David Harrison's works expand the languages of contemporary painting and sculpture, drawing into play parts of the culture which are forgotten, buried, discarded or disregarded. The artist employs all that has lain outside of the mainstream of modern art - age-old symbols and fanciful myth, irrational beliefs, traditional genres like landscape, exuberant sexuality, barbed wit, and wonder at the natural world - in order to speak vividly about our own time, and to revivify the disciplines of painting and sculpture.
The artist's paintings give shape to a complete imaginative world akin to those of earlier Romantic visionaries, with a cast of animals and figures drawn from myths, legends, modern-day politics and from his own biography alike. Such characters might seem to exist at the outer reaches of our ordinary sensory thresholds, as though momentarily illuminated by Harrison's vivid powers of description. Though in his imagined world, each species struggles to co-exist with mankind, nature is unbowed. Animal life always maintains the upper hand, even when mankind's avarice threatens everything else.
The artist's sculptures, shaped from cheap, prosaic materials like Sellotape along with detritus recovered from the city, present us with symbolic figures from the past, from myth, or from fiction. They embody either man's tragic folly or nature's wisdom and life-force, by literally embodying our throw-away society and its effects upon the natural world. Harrison's dexterity with such materials allows each object, despite its humble origins, to possess an alarming, talismanic potency, and an iconic simplicity.
Born in 1954, David Harrison lives and works in London.
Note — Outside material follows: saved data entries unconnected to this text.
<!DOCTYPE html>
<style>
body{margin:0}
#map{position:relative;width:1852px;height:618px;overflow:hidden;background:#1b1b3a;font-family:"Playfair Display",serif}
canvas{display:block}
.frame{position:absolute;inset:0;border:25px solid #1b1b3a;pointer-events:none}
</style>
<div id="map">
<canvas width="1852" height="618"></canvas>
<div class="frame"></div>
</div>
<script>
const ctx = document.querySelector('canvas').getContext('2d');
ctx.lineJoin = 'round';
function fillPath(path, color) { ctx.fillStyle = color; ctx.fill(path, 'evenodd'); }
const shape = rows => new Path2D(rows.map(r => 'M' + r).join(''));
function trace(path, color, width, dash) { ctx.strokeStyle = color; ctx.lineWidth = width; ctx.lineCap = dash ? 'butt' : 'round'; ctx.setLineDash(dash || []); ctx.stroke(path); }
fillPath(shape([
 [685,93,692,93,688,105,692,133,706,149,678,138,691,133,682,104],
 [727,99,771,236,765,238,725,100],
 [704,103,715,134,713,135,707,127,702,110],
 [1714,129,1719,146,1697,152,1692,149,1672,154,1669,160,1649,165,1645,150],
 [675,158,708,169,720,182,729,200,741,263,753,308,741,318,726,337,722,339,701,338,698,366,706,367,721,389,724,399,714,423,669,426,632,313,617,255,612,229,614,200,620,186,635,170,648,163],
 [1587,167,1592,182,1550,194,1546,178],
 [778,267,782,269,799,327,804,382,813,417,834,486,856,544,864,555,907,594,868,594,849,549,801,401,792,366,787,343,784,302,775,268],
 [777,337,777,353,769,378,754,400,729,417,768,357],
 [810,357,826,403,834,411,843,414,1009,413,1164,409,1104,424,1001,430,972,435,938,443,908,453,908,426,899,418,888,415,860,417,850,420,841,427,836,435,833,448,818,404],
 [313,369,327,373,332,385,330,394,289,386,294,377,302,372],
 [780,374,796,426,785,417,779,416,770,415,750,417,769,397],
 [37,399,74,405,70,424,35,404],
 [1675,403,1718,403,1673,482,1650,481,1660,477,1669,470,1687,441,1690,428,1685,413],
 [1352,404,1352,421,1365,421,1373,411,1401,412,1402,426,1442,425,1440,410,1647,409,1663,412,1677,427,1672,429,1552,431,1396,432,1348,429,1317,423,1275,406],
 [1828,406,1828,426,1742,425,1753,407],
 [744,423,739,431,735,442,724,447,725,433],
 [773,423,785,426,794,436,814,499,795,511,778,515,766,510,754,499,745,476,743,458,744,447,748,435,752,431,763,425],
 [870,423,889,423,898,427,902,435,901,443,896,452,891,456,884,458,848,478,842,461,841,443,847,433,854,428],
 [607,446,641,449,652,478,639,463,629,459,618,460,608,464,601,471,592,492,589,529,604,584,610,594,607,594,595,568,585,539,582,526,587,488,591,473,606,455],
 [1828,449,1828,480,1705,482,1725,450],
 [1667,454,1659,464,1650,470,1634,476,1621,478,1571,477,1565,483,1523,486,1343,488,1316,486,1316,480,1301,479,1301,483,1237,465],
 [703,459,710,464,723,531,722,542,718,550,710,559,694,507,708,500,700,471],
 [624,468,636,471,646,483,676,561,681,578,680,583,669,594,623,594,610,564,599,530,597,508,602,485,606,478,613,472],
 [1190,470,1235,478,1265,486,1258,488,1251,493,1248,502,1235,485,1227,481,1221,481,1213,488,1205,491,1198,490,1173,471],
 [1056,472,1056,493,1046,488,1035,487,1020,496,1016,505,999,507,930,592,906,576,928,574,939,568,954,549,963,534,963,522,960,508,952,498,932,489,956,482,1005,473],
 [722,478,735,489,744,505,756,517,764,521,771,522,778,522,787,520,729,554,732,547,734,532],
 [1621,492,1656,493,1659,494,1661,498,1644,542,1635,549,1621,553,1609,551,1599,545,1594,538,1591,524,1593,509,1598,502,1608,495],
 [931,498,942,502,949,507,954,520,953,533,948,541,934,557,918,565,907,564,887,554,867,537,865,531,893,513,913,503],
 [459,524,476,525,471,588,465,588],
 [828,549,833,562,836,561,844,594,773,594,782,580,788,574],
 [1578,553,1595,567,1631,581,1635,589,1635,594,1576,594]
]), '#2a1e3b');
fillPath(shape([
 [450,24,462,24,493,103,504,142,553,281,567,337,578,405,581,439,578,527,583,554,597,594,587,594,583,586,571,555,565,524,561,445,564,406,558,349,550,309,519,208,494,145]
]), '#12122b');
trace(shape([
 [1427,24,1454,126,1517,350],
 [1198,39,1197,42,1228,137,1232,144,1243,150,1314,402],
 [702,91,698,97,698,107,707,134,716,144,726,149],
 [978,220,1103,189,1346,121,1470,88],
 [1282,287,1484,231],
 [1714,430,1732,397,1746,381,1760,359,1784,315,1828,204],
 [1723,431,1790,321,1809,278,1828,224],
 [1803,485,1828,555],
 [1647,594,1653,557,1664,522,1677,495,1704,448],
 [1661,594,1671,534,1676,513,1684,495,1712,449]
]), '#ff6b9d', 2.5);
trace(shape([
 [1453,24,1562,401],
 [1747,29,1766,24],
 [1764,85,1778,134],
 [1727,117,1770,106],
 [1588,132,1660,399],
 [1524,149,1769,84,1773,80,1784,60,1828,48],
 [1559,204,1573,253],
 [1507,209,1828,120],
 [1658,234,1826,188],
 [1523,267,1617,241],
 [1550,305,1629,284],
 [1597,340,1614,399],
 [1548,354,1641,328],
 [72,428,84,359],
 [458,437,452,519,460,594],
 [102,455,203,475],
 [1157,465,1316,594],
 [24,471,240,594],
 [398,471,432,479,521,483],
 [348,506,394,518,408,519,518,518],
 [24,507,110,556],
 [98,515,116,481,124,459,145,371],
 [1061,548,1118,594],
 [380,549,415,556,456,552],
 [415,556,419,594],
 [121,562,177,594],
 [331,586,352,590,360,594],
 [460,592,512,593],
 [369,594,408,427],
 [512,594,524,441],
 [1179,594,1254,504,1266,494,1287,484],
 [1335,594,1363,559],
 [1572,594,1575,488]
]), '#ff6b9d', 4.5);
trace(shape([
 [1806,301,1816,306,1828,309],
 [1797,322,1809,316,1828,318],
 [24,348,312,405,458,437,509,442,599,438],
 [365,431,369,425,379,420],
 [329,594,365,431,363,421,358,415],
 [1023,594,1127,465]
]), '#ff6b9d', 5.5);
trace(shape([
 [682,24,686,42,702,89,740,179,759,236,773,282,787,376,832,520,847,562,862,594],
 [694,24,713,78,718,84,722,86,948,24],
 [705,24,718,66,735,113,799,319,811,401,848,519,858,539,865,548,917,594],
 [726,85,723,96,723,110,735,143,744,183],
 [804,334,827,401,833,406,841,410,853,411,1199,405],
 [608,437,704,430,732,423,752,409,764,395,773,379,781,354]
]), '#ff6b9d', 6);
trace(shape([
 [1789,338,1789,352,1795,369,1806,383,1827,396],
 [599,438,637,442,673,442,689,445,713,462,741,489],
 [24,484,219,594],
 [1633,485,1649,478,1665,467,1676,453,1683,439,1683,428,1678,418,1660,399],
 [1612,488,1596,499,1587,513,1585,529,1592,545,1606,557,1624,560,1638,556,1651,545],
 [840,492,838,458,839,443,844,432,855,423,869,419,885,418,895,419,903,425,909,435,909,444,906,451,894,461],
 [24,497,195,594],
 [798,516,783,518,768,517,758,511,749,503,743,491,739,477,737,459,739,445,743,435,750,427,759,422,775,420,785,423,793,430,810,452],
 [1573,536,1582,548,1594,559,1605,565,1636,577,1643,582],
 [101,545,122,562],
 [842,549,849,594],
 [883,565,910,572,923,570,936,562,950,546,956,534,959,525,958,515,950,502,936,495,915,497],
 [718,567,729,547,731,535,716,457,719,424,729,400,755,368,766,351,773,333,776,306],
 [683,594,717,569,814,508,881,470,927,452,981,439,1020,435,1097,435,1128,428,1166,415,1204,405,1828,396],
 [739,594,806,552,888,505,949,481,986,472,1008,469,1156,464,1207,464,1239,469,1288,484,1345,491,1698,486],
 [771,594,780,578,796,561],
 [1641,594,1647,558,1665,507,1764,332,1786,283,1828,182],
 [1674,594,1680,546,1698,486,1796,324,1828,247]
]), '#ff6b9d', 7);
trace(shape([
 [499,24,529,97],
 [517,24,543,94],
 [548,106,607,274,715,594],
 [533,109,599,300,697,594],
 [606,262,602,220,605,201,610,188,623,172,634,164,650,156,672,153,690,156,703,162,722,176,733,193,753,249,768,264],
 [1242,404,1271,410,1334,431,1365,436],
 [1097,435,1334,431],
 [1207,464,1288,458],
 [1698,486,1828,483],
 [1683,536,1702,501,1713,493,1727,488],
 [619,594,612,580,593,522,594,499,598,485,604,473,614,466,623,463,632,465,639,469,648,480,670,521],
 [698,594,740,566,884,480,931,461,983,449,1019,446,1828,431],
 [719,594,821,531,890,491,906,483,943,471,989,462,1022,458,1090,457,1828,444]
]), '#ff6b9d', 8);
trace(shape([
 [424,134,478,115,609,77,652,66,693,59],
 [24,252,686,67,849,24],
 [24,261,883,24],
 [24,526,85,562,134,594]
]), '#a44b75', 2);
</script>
Harrison's works have been exhibited at venues including TRAMPS, London (2014), VeneKlasen/Werner, Berlin (2012), Vilma Gold, London (2012 and 2003), Daniel Reich Gallery, New York (2008), Galeria OMR, Mexico City (2007), the Arts Centre St. Petersburg, Florida (2005), Northern Gallery for Contemporary Art, Sunderland (2005), The Whitechapel Gallery, London (2006 and 2004), Whitechapel Project Space, London (2004 and 2003), Bloomberg Space, London (2004) and Cubitt Gallery, London (2001).